We’ll go step-by-step through the technique, break down why it works, and show how to dial in both rich color and tasteful desaturation with full control.
Set Your Project Up for Success
Before anything, let’s head to your project settings.
- Go to File > Project Settings > Color Management
- Set the color science to DaVinci YRGB Color Managed
- Use HDR DaVinci Wide Gamut for processing
- Set your timeline output to Rec.709 Gamma 2.4 (that’s what my display is calibrated to)
This ensures consistency across color decisions and gives you room to work without clipping your highlights or crushing your blacks.

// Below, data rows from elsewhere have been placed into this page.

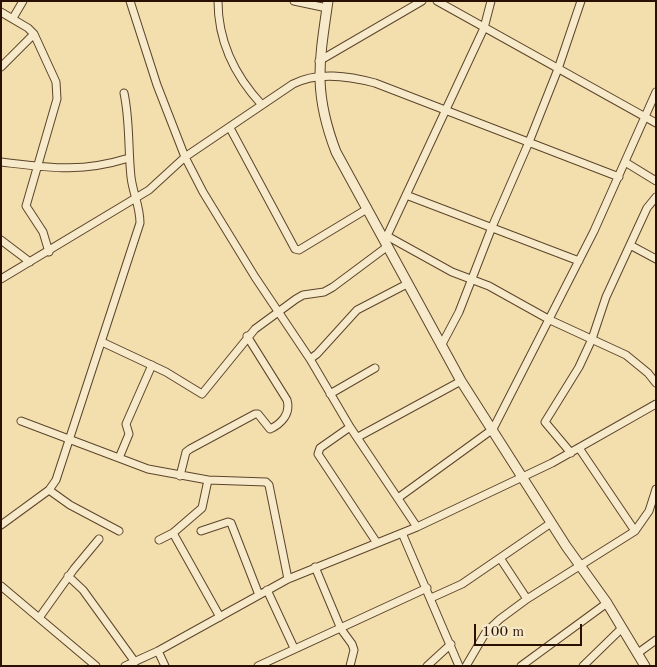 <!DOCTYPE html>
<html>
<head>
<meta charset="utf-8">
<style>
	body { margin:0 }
	#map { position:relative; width:657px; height:667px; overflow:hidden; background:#f3dfad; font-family:"Old Standard TT",serif }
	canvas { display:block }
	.frame { position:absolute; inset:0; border:2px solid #291000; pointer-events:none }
	.scale { position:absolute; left:474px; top:624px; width:108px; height:22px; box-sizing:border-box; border:2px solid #291000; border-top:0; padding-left:6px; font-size:15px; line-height:18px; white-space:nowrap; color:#291000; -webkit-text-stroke:4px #f7eaca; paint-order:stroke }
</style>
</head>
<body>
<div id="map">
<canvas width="657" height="667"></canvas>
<div class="frame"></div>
<div class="scale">100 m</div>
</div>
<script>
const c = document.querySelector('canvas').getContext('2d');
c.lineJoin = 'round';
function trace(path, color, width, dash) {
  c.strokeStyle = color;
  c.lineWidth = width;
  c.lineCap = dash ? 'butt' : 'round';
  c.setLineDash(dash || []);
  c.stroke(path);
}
const minor = new Path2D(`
	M130,1L157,85L185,157L203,192L255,277L310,359L350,427L417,527
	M218,1C218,42 235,76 262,105
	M294,1L327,8
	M437,1L656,123
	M1,12L28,28L34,34L56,82L57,99L26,206L43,232L49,252
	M13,18L23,1
	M319,61L422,1
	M1,67L34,34
	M230,128L295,249L299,250L367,209
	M1,162C51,168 80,173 129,158
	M625,162L656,181
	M406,195L579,261
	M387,236L452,272L489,286L550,320L626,355L648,373L656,383
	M386,238L484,28L491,1
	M1,240L30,262
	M630,245L656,259
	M1,279L149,190L185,157L293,84C318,71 349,76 375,83L619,177
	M102,342L166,372L202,394L255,329L296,299L303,295L324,292L333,287L388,246
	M441,346L459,312L492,227L529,142L558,69L581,1
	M310,359L317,354L357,310L407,284
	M330,394L375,368
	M21,421L148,469L208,480L266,482L269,485L288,579
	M350,427L320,448L318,454L377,543
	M358,437L461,381
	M579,448L635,531
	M571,453L545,422L579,367L592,339L606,297L647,208L656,197
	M119,458L129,434L126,424L152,365
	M180,476L186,452L190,449L255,414H258L270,429C281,424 291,414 287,400L247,336
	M49,490L70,505L119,531
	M398,498L493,429L594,231L656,92
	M1,525L49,490L56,480L140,223C140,206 133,194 131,177C128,149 130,121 124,93
	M201,531L228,522L231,523L259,595
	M173,533L220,617
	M402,533L459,666
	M159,540L173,533L202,508L208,480
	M500,558L527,599
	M315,567L341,629L352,644L354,650L350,666
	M68,576L83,590L135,662
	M1,586L96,666
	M267,590L294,648
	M431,598L462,584L551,523
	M39,618L74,569L99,539
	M158,651L165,666
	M638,653L656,640
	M125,666L158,651L288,579L417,527L552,463L656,404
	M258,666L427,588
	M427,666L451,644
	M466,666L486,632L500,619L527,599L635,531L649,511L656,489
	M521,666L607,603
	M583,666L622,628`);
const tertiary = new Path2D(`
	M328,1C319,63 313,92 336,152L461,381L566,546L607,603L645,666`);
trace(minor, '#5c442b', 9);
trace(tertiary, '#5c442b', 11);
trace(minor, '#f7eaca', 7);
trace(tertiary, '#f7eaca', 9);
</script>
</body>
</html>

Start with a Clean Color Grade
Before touching saturation, I always get the base grade dialed in:
- Apply camera raw adjustments
- Add denoise and a little sharpening
- Color balance the image
- Use a parallel node setup for contrast
- Add your creative look
- Refine your black point for a neutral base
Now we’re ready for the real magic.
The Cinematic Saturation Trick
Here’s the move: three nodes, each handling a different role in your saturation stack.
- Node 1: Set to HSL color space
- Disable Channels 1 and 3 (Hue and Luminance)
- Leave only Saturation active
- Use the gain wheel to reduce saturation to
0.5(50%)
- Node 2: Set to HSV color space
- Again, only enable Channel 2 (Saturation)
- Push gain to add density back in—this is where your color gets its richness
- Node 3: Another HSL node
- Same setup as Node 1
- Pull the gain back again to taste. This refines the result and keeps the color under control
Once you’ve built this, wrap the three nodes into a compound node to easily toggle the entire effect on and off.
Why This Works (Under the Hood)
This technique works because it separates how saturation is treated.
- HSL nodes let you adjust saturation independently from brightness, so your image doesn’t start glowing unnaturally
- HSV nodes define saturation relative to the strongest RGB value, so boosting it adds perceived contrast and weight
That’s why you cut saturation in HSL, build density in HSV, then refine again in HSL. It gives you a cinematic feel, without the plastic skin or weird color shifts.
Bonus: Cinematic Desaturation
You can use this same stack to create desaturated, moody looks without losing depth. Just pull back the final HSL node more aggressively, then push HSV if needed to keep the image from going flat.
Want a gritty travel doc look? Pull the saturation way down but boost HSV slightly. Want something with warmth but less intensity? Push HSV more gently and balance HSL to taste.
This gives you all the finesse of a high-end colorist without a single LUT.
Shoutout and Final Thoughts
I didn’t invent this trick. Props go to my friend and fellow colorist Derek Morrison, who put me onto this method. Links to their work are in the description if you want to dig deeper.
Now, to be clear, I know DaVinci Resolve has a color density tool, but I prefer this method. It just gives me more control and a better visual result without weird side effects.